Breaking (Unleavened) Bread: How Passover and Easter Can Inform Interfaith Friendship

Matzah and a cup of wine.

Published: April 8, 2019

Total reading time: 2 minutes

On Sunday, April 21, Christians around the world will observe the most significant holiday on their liturgical calendar: Easter, the celebration of the resurrection of Jesus Christ. At the same time, as is often the case, those in the Jewish faith will be in the midst of celebrating a major holiday in Passover, the eight-day commemoration of their ancestors’ liberation by God from slavery in Egypt.

The intersection of the two holidays is far from a coincidence, according to Philip Cunningham, Ph.D., co-director of Saint Joseph’s Institute for Jewish-Catholic Relations (IJCR).

“Passover is a central part of the story of Christ,” Cunningham explains. “In the Gospels, Jesus has the Last Supper with his apostles, prays at Gethsemane, is arrested, crucified and buried all at Passover time. Additionally, his passage from the bondage of death to the freedom of life was seen by the earliest Jewish followers as His own personal Passover.”

Just because the holy days share a common history, though, does not mean that the connection has always been viewed through a friendly lens.

“For centuries in Europe, the Easter season was dreaded by Jews as an occasion when the Christian majority would label them ‘Christ killers’ and provoke violence against them,” Cunningham shares. “This notion has been absolutely repudiated by the Catholic Church ever since the Second Vatican Council. Instead, and more positively, the two feasts mark the respective foundational moments for both faith traditions.”
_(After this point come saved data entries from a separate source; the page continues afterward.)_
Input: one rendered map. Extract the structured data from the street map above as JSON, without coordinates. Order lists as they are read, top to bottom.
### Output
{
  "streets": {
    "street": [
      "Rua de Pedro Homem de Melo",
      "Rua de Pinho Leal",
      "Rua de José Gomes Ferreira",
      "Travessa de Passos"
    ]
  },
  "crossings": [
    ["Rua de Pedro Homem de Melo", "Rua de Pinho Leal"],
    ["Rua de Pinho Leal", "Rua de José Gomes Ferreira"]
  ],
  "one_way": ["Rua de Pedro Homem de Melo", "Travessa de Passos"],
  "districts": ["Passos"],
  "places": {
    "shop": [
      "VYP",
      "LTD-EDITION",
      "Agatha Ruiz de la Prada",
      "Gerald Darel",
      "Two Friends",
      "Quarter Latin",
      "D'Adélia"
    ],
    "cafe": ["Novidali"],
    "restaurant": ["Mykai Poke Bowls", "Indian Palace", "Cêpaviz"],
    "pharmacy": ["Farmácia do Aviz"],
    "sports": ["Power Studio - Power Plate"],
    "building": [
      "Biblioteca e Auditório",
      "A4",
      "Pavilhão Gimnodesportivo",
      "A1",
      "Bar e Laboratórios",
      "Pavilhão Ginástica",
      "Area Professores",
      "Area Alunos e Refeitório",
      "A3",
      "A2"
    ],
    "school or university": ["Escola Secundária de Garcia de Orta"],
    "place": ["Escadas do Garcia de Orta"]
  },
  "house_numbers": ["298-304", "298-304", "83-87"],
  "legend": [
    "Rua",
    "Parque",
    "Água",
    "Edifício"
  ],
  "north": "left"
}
The IJCR is using the reformed relationship between the holidays as an opportunity to teach each community about the other. On Sunday, April 7, the Institute hosted a Passover Seder, a fully catered kosher meal, to bring the groups together.

“Because of the Seder's focus on teaching and the lively, participatory rituals, many Jews have increasingly welcomed non-Jewish guests to their yearly meals,” Adam Gregerman, Ph.D., co-director of the IJCR, says. “While unthinkable in the past, in the present such openness to outsiders reflects the remarkable changes in interreligious relations that have occurred over the last few decades.”

“The Passover Seder at SJU is an opportunity for Jews to share with Christian friends a ritual that is at the heart of their religious tradition,” Cunningham says. “For Christians, it is an occasion to viscerally experience a religious tradition with which we are so closely related spiritually and historically.”